Sebenarnya pemanfaatan sumberdaya secara adat terbentuk dalam sistem kelembagaan dan prektek tradisional yang bertingkat-tingkat. Pada masa lampau
pemanfaatan ini telah menjamin keadilan sosial, menegakan norma sosial melalui tekanan sosial, berbagi sistem nilai dan menentukan konsep kepemilikan dan
wilayah dan juga menentuk peran laki-laki dan perempuan dalam komunitas perdesaan Bennet 2012.
Pengembangan sistem tenurial lokal baik pada sumberdaya lahan maupun sumberdaya lainnya dapat mendorong investasi oleh masyarakat lokal pada
sumberdaya dan lahan, mendorong akses kredit karena adanya jaminan kepemilikan, meningkat pasar sumberdaya lahan, menetapkan sistem ekslusi bagi
competitor secara legal sehingga mengurangi konflik, mendorong pemanfaatan sumberdaya secara lestari dan mendukung transfer sumberdaya lahan dari satu
generasi ke generasi selanjutnya secara legal Sunderline et al. 2008. Namun demikian Sunderline et al. 2008 menyatakan bahwa sekarang ini
terjadi kecenderungan kesadaran pada negara-negara di dunia terhadap sistem tenurial adat, dan memberikan format baru pada sistem tenurial lega bagi
masyarakat lokal indigenous people, masyarakat, individu dan swasta.

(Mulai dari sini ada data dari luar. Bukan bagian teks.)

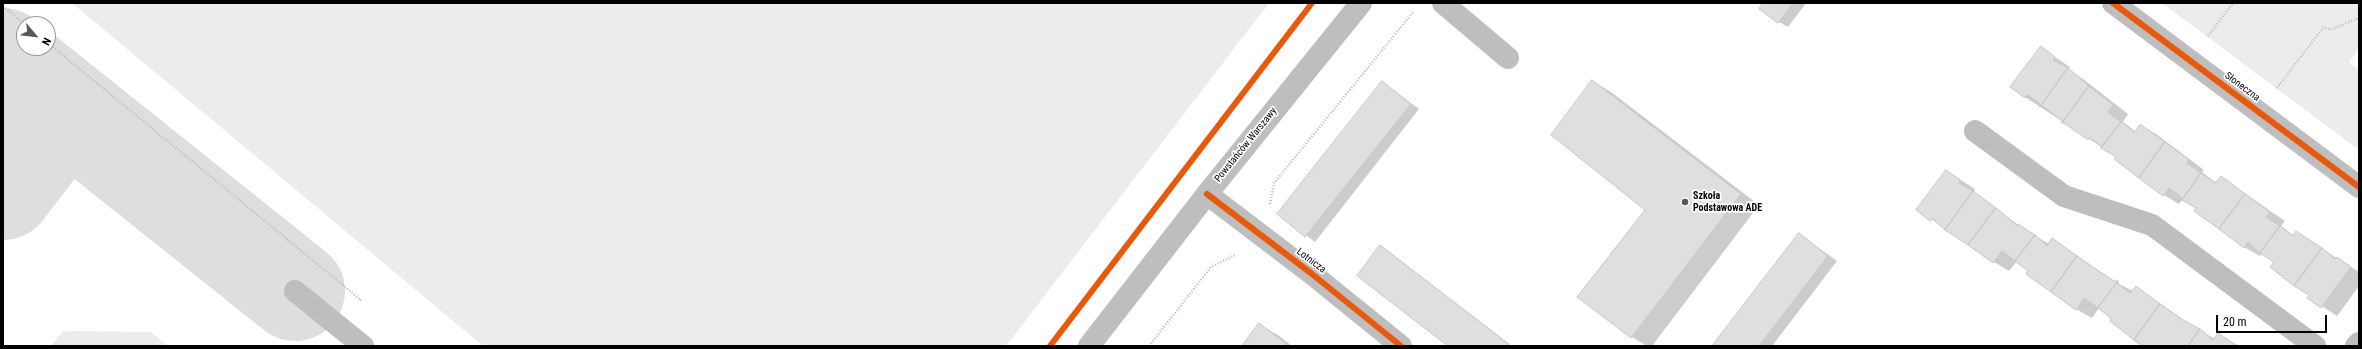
<!DOCTYPE html>
<meta charset="utf-8">
<style>
body{margin:0}
#map{position:relative;width:2362px;height:349px;overflow:hidden;background:#fff;font-family:"Roboto Condensed",sans-serif}
canvas{display:block}
.frame{position:absolute;inset:0;border:4px solid #000;pointer-events:none}
.north{position:absolute;left:16px;top:16px;width:40px;height:40px;box-sizing:border-box;background:#fff;border:1px solid #999;border-radius:50%;rotate:118deg;font-size:11px;font-weight:700;line-height:16px;text-align:center;color:#000}
.north::after{content:'';display:block;margin:auto;width:14px;height:18px;background:#595959;clip-path:polygon(50% 0,100% 100%,50% 72%,0 100%)}
.scale{position:absolute;left:2216px;top:315px;width:111px;height:18px;box-sizing:border-box;border:2px solid #000;border-top:0;padding-left:5px;font-size:12px;line-height:14px;white-space:nowrap;color:#000;-webkit-text-stroke:3px #fff;paint-order:stroke}
</style>
<div id="map">
<canvas width="2362" height="349"></canvas>
<div class="frame"></div>
<div class="north">N</div>
<div class="scale">20 m</div>
</div>
<script>
const g = document.querySelector('canvas').getContext('2d');
g.lineJoin = 'round';
function paint(path, color) { g.fillStyle = color; g.fill(path, 'evenodd'); }
function stroke(path, color, width, dash) { g.strokeStyle = color; g.lineWidth = width; g.lineCap = dash ? 'butt' : 'round'; g.setLineDash(dash || []); g.stroke(path); }
function drawText(font, color, halo, rows, align = 'center') {
  g.font = font + ' "Roboto Condensed",sans-serif'; g.lineWidth = 3.5; g.setLineDash([]); g.textBaseline = 'middle'; g.strokeStyle = halo; g.fillStyle = color; for (const [text, x, y, turn = 0] of rows) {
    g.save(); g.translate(x, y); g.rotate((+turn || 0) * Math.PI / 180); g.textAlign = isNaN(turn) ? turn : align; if (halo) g.strokeText(text, 0, 0); g.fillText(text, 0, 0); g.restore();
  }
}
const green = new Path2D(`
 M72 3H1269L1006 346H483Z
 M2162 3H2359V49L2349 62 2359 70V150Z
 M63 331 151 332 168 346H51Z`);
const shadow = new Path2D(`
 M1765 3H1806L1788 27 1779 22Z
 M2041 48 2070 67 2068 69 2083 79 2128 114 2123 122 2136 132 2140 125 2156 134 2204 170 2202 172 2216 183 2221 177 2285 221 2281 226 2294 236 2297 233 2359 272V286L2337 316 2308 297 2310 295 2276 261 2262 252 2260 256 2244 247 2198 208 2183 199 2179 204 2164 195 2115 159 2117 157 2025 97Z
 M1592 81 1611 92 1759 205 1652 346H1647L1632 337 1578 297 1646 210Z
 M1382 82 1419 109 1315 242 1278 214Z
 M1947 171 1975 189 1974 192 2025 230 2049 244 2053 239 2115 282 2133 291 2136 287 2194 327 2215 339 2218 334 2239 346H2145L2099 308 2092 318 2076 309 2017 261 2009 271 1994 262 1918 210Z
 M1799 234 1837 261 1772 346H1713Z
 M1380 247 1389 252 1512 346H1449Z
 M1259 325 1278 335 1292 346H1243Z`);
const taxiway = new Path2D(`
 M3 58 295 291
 M3 190 65 109`);
const building = new Path2D(`
 M1763 3H1793L1778 23 1759 9Z
 M2041 46 2055 57 2053 60 2068 68 2040 107V104L2027 94 2025 98 2010 87Z
 M2068 68 2089 86 2062 123V121L2043 106 2040 107Z
 M1592 80 1741 194 1631 338 1577 297 1645 210 1551 135Z
 M1382 81 1411 104 1305 237 1277 214Z
 M2089 86 2113 105 2108 112 2121 122 2101 148V146L2090 138 2088 140 2064 123H2062Z
 M2121 122 2135 132 2140 124 2165 142 2139 178 2114 159 2116 157 2101 148Z
 M2165 142 2189 160 2187 163 2201 173 2182 200 2181 197 2169 188 2163 196 2139 178Z
 M1946 170 1960 180 1959 183 1973 191 1945 230 1932 218 1930 221 1916 210Z
 M2201 173 2215 183 2221 176 2245 194 2219 229 2194 211 2196 208 2182 200Z
 M1973 191 1996 208 1968 245 1945 230Z
 M2245 194 2270 212 2266 217 2280 226 2260 253 2248 242 2244 248 2219 229Z
 M1996 208 2018 226V224L2035 235 2015 261 2002 251 1993 263 1968 245Z
 M2280 226 2293 236 2296 231 2322 248 2294 286 2270 267 2274 262 2260 253Z
 M1799 233 1828 256 1759 346H1712Z
 M2035 235 2047 246 2052 238 2077 256 2051 292 2026 274 2028 271 2015 261Z
 M1380 245 1511 346H1448L1357 276Z
 M2322 248 2335 259 2337 257 2351 267 2321 308 2307 298 2309 295 2294 286Z
 M2077 256 2100 272 2114 281H2118L2098 308 2084 298 2076 310 2051 292Z
 M2118 281V284L2130 293 2136 286 2160 304 2134 340 2110 321 2111 318 2098 308Z
 M2160 304 2183 320 2200 329 2188 346H2143L2134 340Z
 M1259 323 1289 346H1242Z
 M2200 329 2213 340 2218 333 2237 346H2188Z`);
const path = new Path2D(`
 M3 6 25 24
 M2208 36 2233 3
 M48 43 361 300 359 302
 M2277 88 2323 28 2332 29 2359 18
 M1270 204 1274 183 1414 11
 M1149 346 1211 267 1235 255`);
const minor = new Path2D(`
 M1443 3 1508 58
 M2113 3 2359 187
 M1975 131 2064 196 2152 225 2315 346
 M1207 194 1312 274 1401 346
 M295 291 363 346
 M2356 346 2359 343`);
const major = new Path2D(`
 M1089 346 1207 194 1361 3`);
const cycleway = new Path2D(`
 M2113 3 2359 187
 M1207 194 1312 274 1401 346
 M1050 346 1312 3`);
const markers = [
 [1685,202,4,"#595959"]
];
const streetNames = [
 ["Słoneczna",2242,87,37],
 ["Powstańców Warszawy",1246,145,-51],
 ["Lotnicza",1311,261,37]
];
const poiNames = [
 ["Szkoła",1693,196],
 ["Podstawowa ADE",1693,208]
];
paint(green, '#ececec');
paint(shadow, '#0003');
stroke(taxiway, '#dedede', 100);
paint(building, '#dfdfdf');
stroke(building, '#c7c7c7', 1);
stroke(path, '#b9b9b9', 2.5, [1, 2]);
stroke(minor, '#bebebe', 22);
stroke(major, '#bebebe', 22);
stroke(cycleway, '#e8590c', 6);
for (const [x, y, r, color] of markers) { const dot = new Path2D(); dot.arc(x, y, r, 0, 2 * Math.PI); g.fillStyle = color; g.fill(dot); stroke(dot, '#fff', 1.5); }
drawText('10px', '#000', '#fff', streetNames);
drawText('bold 10px', '#000', '#fff', poiNames, 'left');
</script>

Akan tetapi, dalam kasus sistem tenurial kehutanan, perkembangan reformasi sistem
tenurial ini masih lambat karena beberapa faktor diantaranya adalah Sunderline et al.
2008 : terbatasnya kemampuan penegakan dan implementasi reformasi, sedikitnya kemajuan hak yang melengkapi reformasi tenurial, keinginan yang
lebih besar pemerintah untuk memberikan konsesi industri dan konservasi dibanding kepada masyarakat, persaingan diantara masyarakat hutan dan kinerja
pemerintah yang lemah dalam pengembangan reformasi.